Sleep also represents something symbolic in recovery, permission to stop trying so hard. Many people with disordered eating live with relentless inner pressure: to achieve, to be perfect, to manage feelings through control. True rest means letting go of those demands, even for a short while. That’s why bedtime can feel uncomfortable at first. When there is no distraction, old fears or self-criticism can bubble up. But with practice, rest can become a space of nourishment and restoration rather than threat.


It’s often helpful to remind yourself that rest is not laziness, it’s maintenance. The body repairs itself during deep sleep; the mind processes emotion and memory. You deserve rest simply because you exist, not because you’ve “earned” it through productivity or perfect behaviour.


Building small and simple routines

Practical habits make a real difference too. Try keeping regular sleep and waking times, dimming lights an hour before bed, and stepping away from screens or stimulating content. Some people find a warm drink of herbal tea or oat milk calming, while others like a few gentle stretches or reading something soothing.


For those in recovery from restrictive patterns, a light evening snack that balances protein and carbohydrates can help stabilise blood sugar through the night, reducing early waking. Listening to the body’s signals rather than rigid food or sleep rules is key.


It’s not about creating a “perfect bedtime routine.” It’s about creating consistency.


A closing thought

Just as the body cannot live without food, it also cannot heal without sleep. Both are forms of nourishment, one physical, the other emotional.

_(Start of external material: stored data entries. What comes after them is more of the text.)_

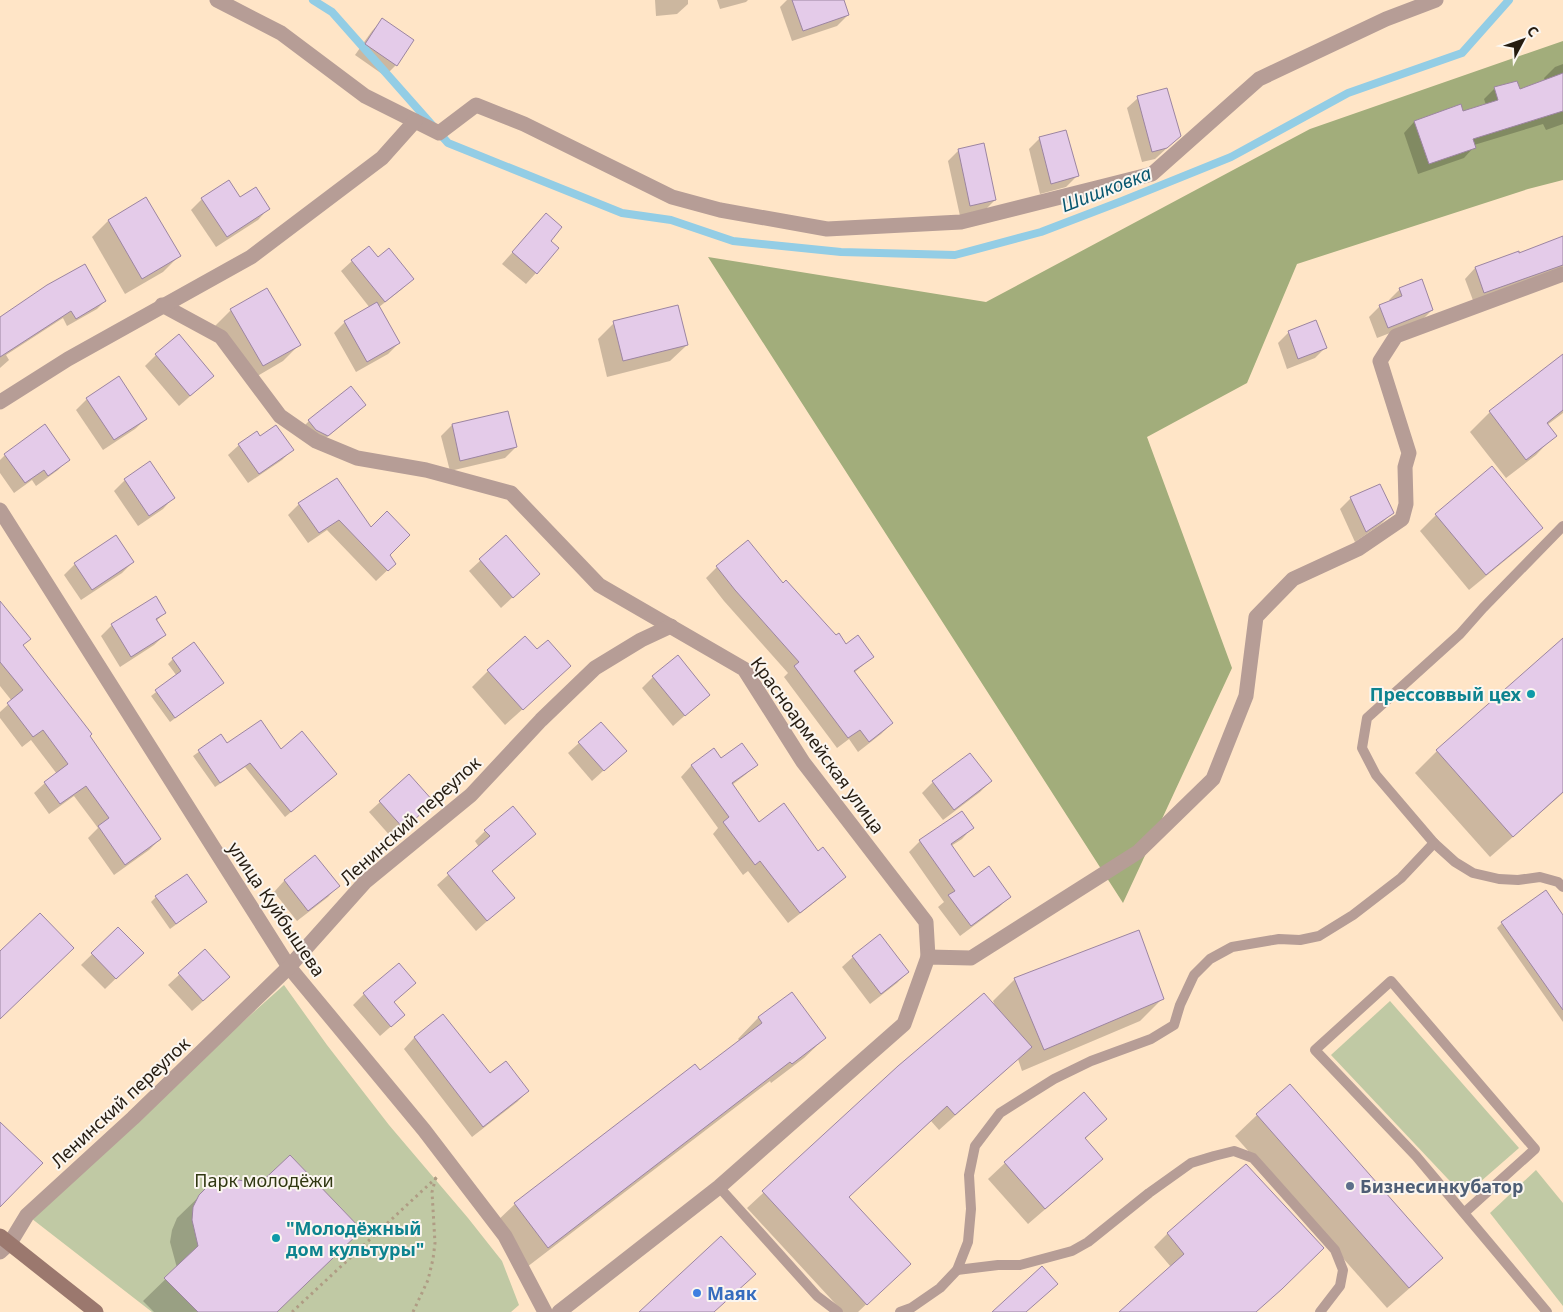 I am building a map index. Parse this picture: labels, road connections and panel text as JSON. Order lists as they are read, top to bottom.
{
  "streets": {
    "street": ["Красноармейская улица", "Ленинский переулок", "улица Куйбышева"]
  },
  "crossings": [
    ["Красноармейская улица", "Ленинский переулок"],
    ["Ленинский переулок", "улица Куйбышева"]
  ],
  "water": ["Шишковка"],
  "parks": ["Парк молодёжи"],
  "places": [
    "Прессоввый цех",
    "Бизнесинкубатор",
    "\"Молодёжный дом культуры\"",
    "Maяк"
  ],
  "north": "top right"
}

Recovery doesn’t mean sleeping perfectly or never having restless nights; it means knowing that even sleepless hours don’t define you. They’re just moments in time and can still be restful.


As one of my client once said, “When I started sleeping better, everything felt easier, even the way I spoke to myself.”


How therapy can help

In my own practice, I often weave together approaches such as integrative counselling, hypnotherapy, breathwork, EFT tapping and psychoeducation to support clients who are struggling with both sleep and disordered eating. Each of these tools supports the wider process of self-acceptance, self-worth, self-esteem, self-kindness and self-love, helping clients reconnect with their bodies, find steadiness within, and rediscover the simple nourishment of rest.